***** DATA TO EXAMINE *****

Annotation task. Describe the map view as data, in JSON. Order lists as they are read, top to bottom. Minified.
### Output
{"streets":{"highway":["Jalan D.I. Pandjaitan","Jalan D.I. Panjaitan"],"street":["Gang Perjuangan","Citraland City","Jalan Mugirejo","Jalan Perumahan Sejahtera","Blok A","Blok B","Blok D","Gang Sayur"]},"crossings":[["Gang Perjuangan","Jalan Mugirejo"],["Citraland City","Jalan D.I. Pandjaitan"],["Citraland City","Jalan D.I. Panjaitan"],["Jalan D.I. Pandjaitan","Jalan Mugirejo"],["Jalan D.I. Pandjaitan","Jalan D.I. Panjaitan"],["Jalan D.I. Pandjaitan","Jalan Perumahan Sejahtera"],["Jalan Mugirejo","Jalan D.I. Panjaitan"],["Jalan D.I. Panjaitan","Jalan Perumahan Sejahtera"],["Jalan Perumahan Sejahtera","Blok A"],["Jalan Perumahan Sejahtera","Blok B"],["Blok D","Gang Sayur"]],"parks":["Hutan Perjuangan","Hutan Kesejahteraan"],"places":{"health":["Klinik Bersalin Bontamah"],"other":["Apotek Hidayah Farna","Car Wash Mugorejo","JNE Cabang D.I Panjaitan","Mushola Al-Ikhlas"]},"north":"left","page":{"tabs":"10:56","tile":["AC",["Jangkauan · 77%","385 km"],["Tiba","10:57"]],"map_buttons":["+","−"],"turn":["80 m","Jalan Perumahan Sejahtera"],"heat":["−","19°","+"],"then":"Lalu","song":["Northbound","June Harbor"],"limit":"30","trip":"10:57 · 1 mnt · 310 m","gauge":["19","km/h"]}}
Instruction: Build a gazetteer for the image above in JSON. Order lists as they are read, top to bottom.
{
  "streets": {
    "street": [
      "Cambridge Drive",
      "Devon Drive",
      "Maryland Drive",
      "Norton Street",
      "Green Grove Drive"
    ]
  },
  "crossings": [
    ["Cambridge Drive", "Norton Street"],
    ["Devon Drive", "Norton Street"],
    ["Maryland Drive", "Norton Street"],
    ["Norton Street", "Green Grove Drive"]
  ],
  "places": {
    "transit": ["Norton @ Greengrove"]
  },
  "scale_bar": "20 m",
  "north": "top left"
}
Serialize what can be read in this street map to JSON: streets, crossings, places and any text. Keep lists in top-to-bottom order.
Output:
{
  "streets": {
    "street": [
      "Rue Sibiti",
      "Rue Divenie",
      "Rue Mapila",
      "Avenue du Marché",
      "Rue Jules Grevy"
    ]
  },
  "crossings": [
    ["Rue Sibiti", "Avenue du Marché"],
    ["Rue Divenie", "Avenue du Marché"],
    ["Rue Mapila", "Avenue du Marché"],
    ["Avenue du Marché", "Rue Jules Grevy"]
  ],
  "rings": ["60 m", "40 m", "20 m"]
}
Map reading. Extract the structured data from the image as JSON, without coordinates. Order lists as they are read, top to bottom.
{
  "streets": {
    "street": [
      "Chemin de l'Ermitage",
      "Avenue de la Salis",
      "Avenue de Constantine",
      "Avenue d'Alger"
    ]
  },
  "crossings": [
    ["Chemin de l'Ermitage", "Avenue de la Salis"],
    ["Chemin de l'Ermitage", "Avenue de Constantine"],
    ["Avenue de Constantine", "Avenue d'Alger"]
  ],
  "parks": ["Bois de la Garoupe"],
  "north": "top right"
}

*****

WHAT IS EXPECTED:
The full set of records above is to be printed exactly as it appears.

WRITTEN ANSWER:
Annotation task. Describe the map view as data, in JSON. Order lists as they are read, top to bottom. Minified.
### Output
{"streets":{"highway":["Jalan D.I. Pandjaitan","Jalan D.I. Panjaitan"],"street":["Gang Perjuangan","Citraland City","Jalan Mugirejo","Jalan Perumahan Sejahtera","Blok A","Blok B","Blok D","Gang Sayur"]},"crossings":[["Gang Perjuangan","Jalan Mugirejo"],["Citraland City","Jalan D.I. Pandjaitan"],["Citraland City","Jalan D.I. Panjaitan"],["Jalan D.I. Pandjaitan","Jalan Mugirejo"],["Jalan D.I. Pandjaitan","Jalan D.I. Panjaitan"],["Jalan D.I. Pandjaitan","Jalan Perumahan Sejahtera"],["Jalan Mugirejo","Jalan D.I. Panjaitan"],["Jalan D.I. Panjaitan","Jalan Perumahan Sejahtera"],["Jalan Perumahan Sejahtera","Blok A"],["Jalan Perumahan Sejahtera","Blok B"],["Blok D","Gang Sayur"]],"parks":["Hutan Perjuangan","Hutan Kesejahteraan"],"places":{"health":["Klinik Bersalin Bontamah"],"other":["Apotek Hidayah Farna","Car Wash Mugorejo","JNE Cabang D.I Panjaitan","Mushola Al-Ikhlas"]},"north":"left","page":{"tabs":"10:56","tile":["AC",["Jangkauan · 77%","385 km"],["Tiba","10:57"]],"map_buttons":["+","−"],"turn":["80 m","Jalan Perumahan Sejahtera"],"heat":["−","19°","+"],"then":"Lalu","song":["Northbound","June Harbor"],"limit":"30","trip":"10:57 · 1 mnt · 310 m","gauge":["19","km/h"]}}
Instruction: Build a gazetteer for the image above in JSON. Order lists as they are read, top to bottom.
{
  "streets": {
    "street": [
      "Cambridge Drive",
      "Devon Drive",
      "Maryland Drive",
      "Norton Street",
      "Green Grove Drive"
    ]
  },
  "crossings": [
    ["Cambridge Drive", "Norton Street"],
    ["Devon Drive", "Norton Street"],
    ["Maryland Drive", "Norton Street"],
    ["Norton Street", "Green Grove Drive"]
  ],
  "places": {
    "transit": ["Norton @ Greengrove"]
  },
  "scale_bar": "20 m",
  "north": "top left"
}
Serialize what can be read in this street map to JSON: streets, crossings, places and any text. Keep lists in top-to-bottom order.
Output:
{
  "streets": {
    "street": [
      "Rue Sibiti",
      "Rue Divenie",
      "Rue Mapila",
      "Avenue du Marché",
      "Rue Jules Grevy"
    ]
  },
  "crossings": [
    ["Rue Sibiti", "Avenue du Marché"],
    ["Rue Divenie", "Avenue du Marché"],
    ["Rue Mapila", "Avenue du Marché"],
    ["Avenue du Marché", "Rue Jules Grevy"]
  ],
  "rings": ["60 m", "40 m", "20 m"]
}
Map reading. Extract the structured data from the image as JSON, without coordinates. Order lists as they are read, top to bottom.
{
  "streets": {
    "street": [
      "Chemin de l'Ermitage",
      "Avenue de la Salis",
      "Avenue de Constantine",
      "Avenue d'Alger"
    ]
  },
  "crossings": [
    ["Chemin de l'Ermitage", "Avenue de la Salis"],
    ["Chemin de l'Ermitage", "Avenue de Constantine"],
    ["Avenue de Constantine", "Avenue d'Alger"]
  ],
  "parks": ["Bois de la Garoupe"],
  "north": "top right"
}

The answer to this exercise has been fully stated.